[Dataset entries]
==========
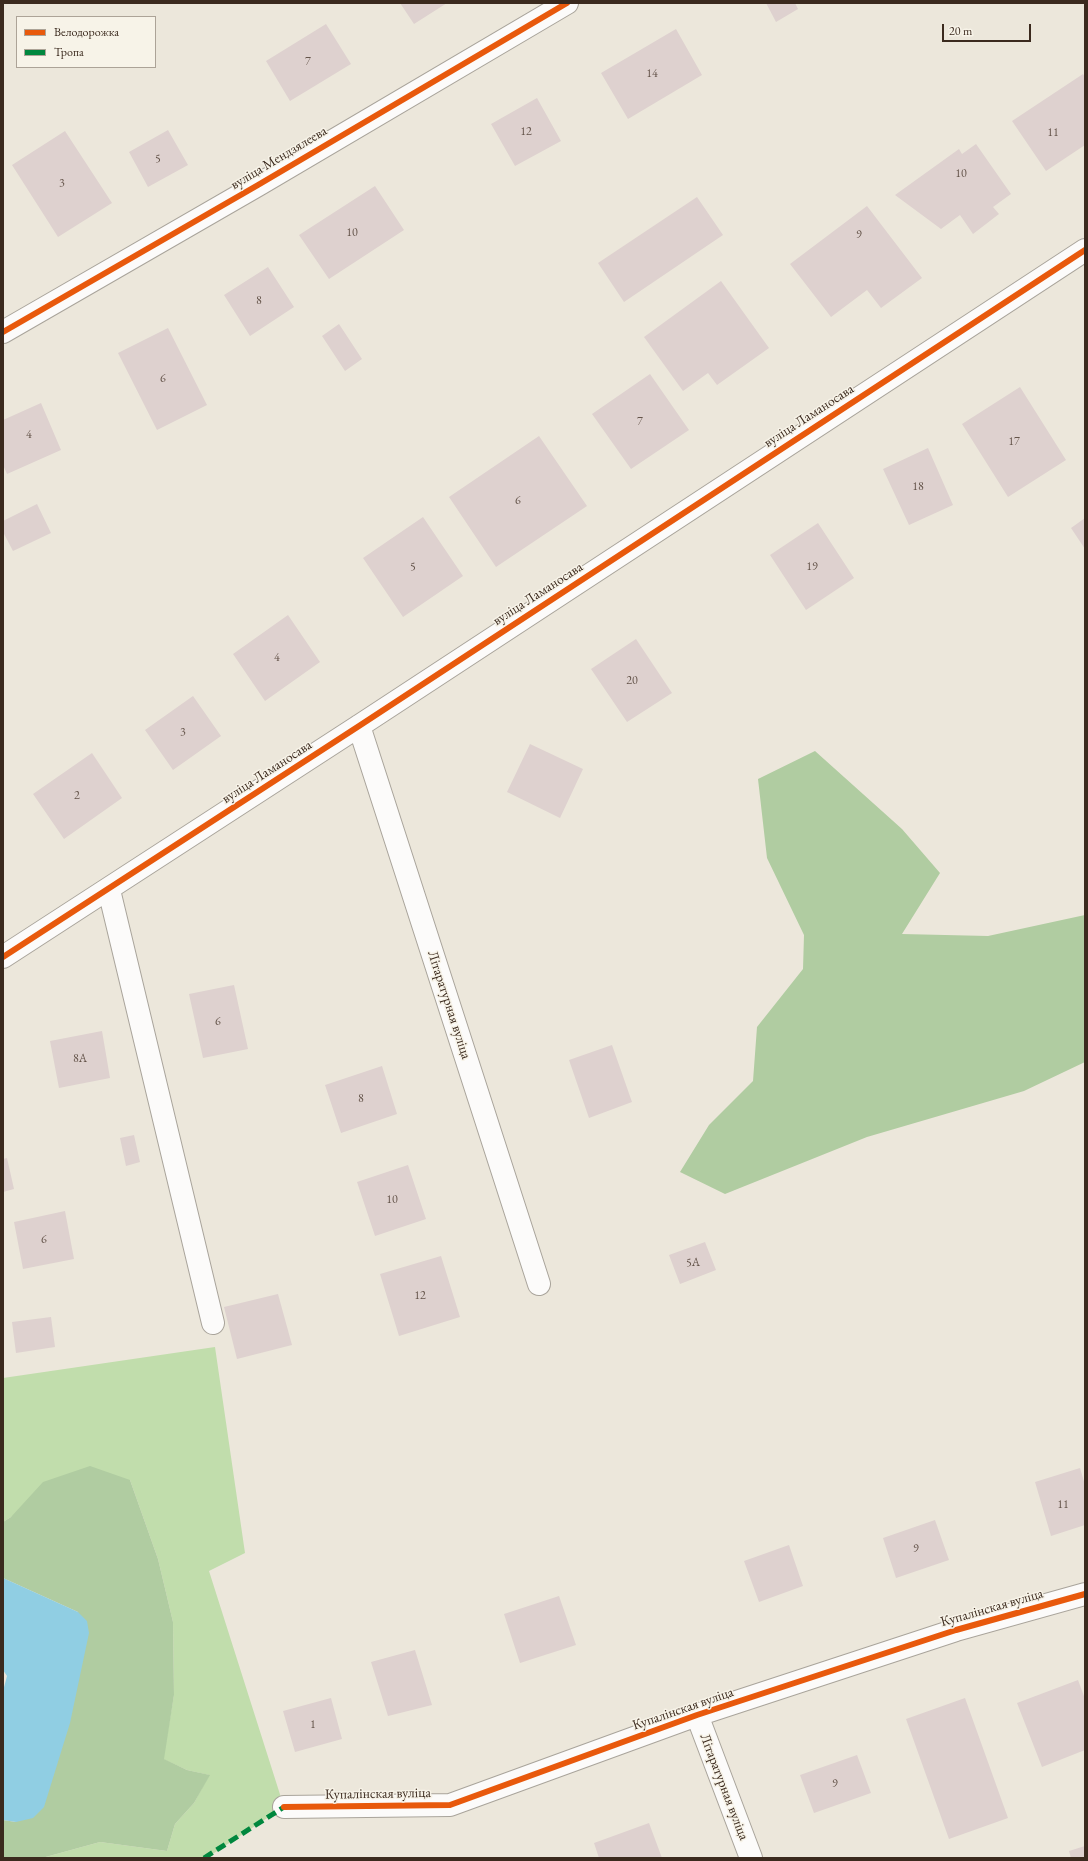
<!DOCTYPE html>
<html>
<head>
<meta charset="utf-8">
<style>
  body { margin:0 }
  #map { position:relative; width:1088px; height:1861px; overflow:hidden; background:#ece7db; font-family:"EB Garamond",serif }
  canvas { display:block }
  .frame { position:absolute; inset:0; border:4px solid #3b2a1e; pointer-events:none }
  .legend { position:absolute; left:16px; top:16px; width:140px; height:52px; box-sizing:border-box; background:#f7f3e8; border:1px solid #aca397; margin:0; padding:5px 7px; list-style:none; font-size:12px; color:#3b2a1e }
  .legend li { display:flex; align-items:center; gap:8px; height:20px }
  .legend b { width:20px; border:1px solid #aca397 }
  .scale { position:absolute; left:942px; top:24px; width:89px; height:18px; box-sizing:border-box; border:2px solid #3b2a1e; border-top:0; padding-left:5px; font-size:12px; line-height:14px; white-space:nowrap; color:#3b2a1e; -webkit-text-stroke:3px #f7f3e8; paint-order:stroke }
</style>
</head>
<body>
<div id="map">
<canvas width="1088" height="1861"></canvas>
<div class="frame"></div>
<ul class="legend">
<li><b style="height:5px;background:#e8590c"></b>Велодорожка</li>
<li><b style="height:5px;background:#00873e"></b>Тропа</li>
</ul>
<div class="scale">20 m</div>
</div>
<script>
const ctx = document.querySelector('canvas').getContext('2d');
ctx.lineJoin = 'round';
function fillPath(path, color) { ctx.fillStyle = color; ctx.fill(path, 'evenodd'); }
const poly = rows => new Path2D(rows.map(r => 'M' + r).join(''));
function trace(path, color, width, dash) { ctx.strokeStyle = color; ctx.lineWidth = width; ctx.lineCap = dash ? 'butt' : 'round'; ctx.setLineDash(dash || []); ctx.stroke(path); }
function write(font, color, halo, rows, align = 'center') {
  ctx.font = font + ' "EB Garamond",serif'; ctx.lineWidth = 3; ctx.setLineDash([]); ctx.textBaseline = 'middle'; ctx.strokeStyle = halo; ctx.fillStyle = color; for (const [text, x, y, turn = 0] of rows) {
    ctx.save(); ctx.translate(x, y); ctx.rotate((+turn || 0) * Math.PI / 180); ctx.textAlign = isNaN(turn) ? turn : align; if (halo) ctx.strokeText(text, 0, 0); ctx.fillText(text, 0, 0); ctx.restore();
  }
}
const green = poly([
  [215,1347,245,1553,209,1571,284,1807,208,1857,209,1858,42,1858,100,1842,167,1851,175,1824,194,1803,209,1775,187,1770,163,1759,174,1695,173,1622,158,1559,130,1480,11,1517,3,1522,3,1378]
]);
const forest = poly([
  [815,751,902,829,940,873,902,934,988,936,1085,915,1085,1062,1024,1091,867,1137,725,1194,680,1172,709,1125,753,1081,757,1027,803,969,804,935,767,858,758,779],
  [90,1466,130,1480,158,1559,173,1622,174,1695,164,1759,187,1770,210,1775,194,1803,175,1824,167,1851,100,1842,42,1858,3,1858,3,1820,16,1822,78,1612,3,1578,3,1522,11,1517,43,1482]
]);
const water = poly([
  [3,1578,78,1612,87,1621,89,1633,70,1723,44,1807,33,1818,16,1822,3,1820,3,1691,7,1676,3,1670]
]);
const building = poly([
  [400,3,447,3,414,24],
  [766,3,795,3,798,9,776,22],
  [326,24,351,64,290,101,266,61],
  [676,29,702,75,628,119,601,73],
  [1083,74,1085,77,1085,145,1046,171,1012,121],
  [537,98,561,141,515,166,491,124],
  [168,130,188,165,148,187,129,152],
  [65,131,112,203,58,237,12,165],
  [976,144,1011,194,993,207,999,214,973,234,960,215,941,229,895,195,959,149,962,154],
  [375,186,404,230,329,279,299,235],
  [697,197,723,235,624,302,598,263],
  [867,206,922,278,881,308,867,290,831,317,790,264],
  [268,267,294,307,250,336,224,295],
  [721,281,769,348,717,385,708,373,683,391,644,337],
  [339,324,362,359,345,371,322,336],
  [168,328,207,405,157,430,118,353],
  [650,374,689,430,631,469,592,414],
  [1020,387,1066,460,1008,497,962,424],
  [41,403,61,450,7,474,3,465,3,420],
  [539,436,587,506,496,567,449,497],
  [928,448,953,505,909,525,883,469],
  [37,504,51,533,13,551,3,532,3,521],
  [423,517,463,576,403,617,363,558],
  [1085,518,1085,549,1071,528],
  [818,523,854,578,806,610,770,555],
  [288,615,320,662,265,701,233,654],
  [636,639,672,693,627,722,591,669],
  [193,696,221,736,173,770,145,730],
  [530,744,583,769,560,818,507,792],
  [92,753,122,798,64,839,33,794],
  [234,985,248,1049,203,1058,189,994],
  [102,1031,110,1078,59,1088,50,1041],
  [612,1045,632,1102,589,1118,569,1060],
  [382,1066,397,1114,341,1133,325,1085],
  [134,1135,140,1162,126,1166,120,1138],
  [7,1158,14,1189,3,1192,3,1159],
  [408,1165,426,1219,375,1236,357,1182],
  [65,1211,74,1259,23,1269,14,1222],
  [705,1242,716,1270,680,1284,669,1255],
  [441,1256,460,1317,399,1336,380,1274],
  [278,1294,292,1345,237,1359,224,1307],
  [51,1317,55,1347,16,1353,12,1322],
  [1080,1468,1085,1485,1085,1525,1051,1536,1035,1482],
  [935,1520,949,1560,896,1578,883,1538],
  [789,1545,803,1586,759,1602,744,1561],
  [559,1596,576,1645,520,1663,504,1614],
  [415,1650,432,1705,388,1716,371,1662],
  [1078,1680,1085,1699,1085,1750,1042,1767,1017,1703],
  [331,1698,342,1739,295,1752,283,1711],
  [965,1698,1008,1818,949,1839,906,1719],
  [857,1755,871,1793,814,1813,800,1775],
  [649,1823,662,1858,599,1858,594,1843],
  [1085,1846,1085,1858,1071,1858,1069,1851]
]);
const minor = poly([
  [3,332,258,185,567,3],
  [359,726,539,1284],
  [109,890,213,1323],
  [3,957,359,726,1085,250],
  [697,1715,751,1858],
  [284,1807,450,1805,697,1715,956,1630,1085,1594]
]);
const quiet = poly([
  [204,1858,284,1807]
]);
const cycleway = poly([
  [3,332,258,185,567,3],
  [3,957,359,726,1085,250],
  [284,1807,450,1805,697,1715,956,1630,1085,1594]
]);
const numberNames = [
  ["7",308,62],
  ["14",652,74],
  ["12",526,132],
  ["11",1053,133],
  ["5",158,159],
  ["10",961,174],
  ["3",62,184],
  ["10",352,233],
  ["9",859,235],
  ["8",259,301],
  ["6",163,379],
  ["7",640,422],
  ["4",29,435],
  ["17",1014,442],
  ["18",918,487],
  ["6",518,501],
  ["5",413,567],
  ["19",812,567],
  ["4",277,658],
  ["20",632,681],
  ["3",183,733],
  ["2",77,796],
  ["6",218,1022],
  ["8А",80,1059],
  ["8",361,1099],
  ["10",392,1200],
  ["6",44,1240],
  ["5А",693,1263],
  ["12",420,1296],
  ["11",1063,1505],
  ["9",916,1549],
  ["1",313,1725],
  ["9",835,1784]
];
const streetNames = [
  ["вуліца Мендзялеева",279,158,-31],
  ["вуліца Ламаносава",809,416,-33],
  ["вуліца Ламаносава",538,594,-33],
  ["вуліца Ламаносава",267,772,-33],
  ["Літаратурная вуліца",449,1005,72],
  ["Купалінская вуліца",992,1608,-16],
  ["Купалінская вуліца",683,1709,-19],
  ["Літаратурная вуліца",724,1787,69],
  ["Купалінская вуліца",378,1794,-1]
];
fillPath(green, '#c1ddac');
fillPath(forest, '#b0cca1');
fillPath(water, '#90cee3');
fillPath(building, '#ded1cf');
trace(minor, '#a9a49b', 24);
trace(minor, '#fcfbfa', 22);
trace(quiet, '#00873e', 5, [10, 5]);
trace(cycleway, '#e8590c', 6);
write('12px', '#64544a', null, numberNames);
write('14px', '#3b2a1e', '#f7f3e8', streetNames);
</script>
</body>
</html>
==========
**What you should do**:
Look through the entries above and quote exactly the lines from the line with "function fillPath(path, color)" to the line with "const poly = rows", counting both of those lines.

**Task answer**:
function fillPath(path, color) { ctx.fillStyle = color; ctx.fill(path, 'evenodd'); }
const poly = rows => new Path2D(rows.map(r => 'M' + r).join(''));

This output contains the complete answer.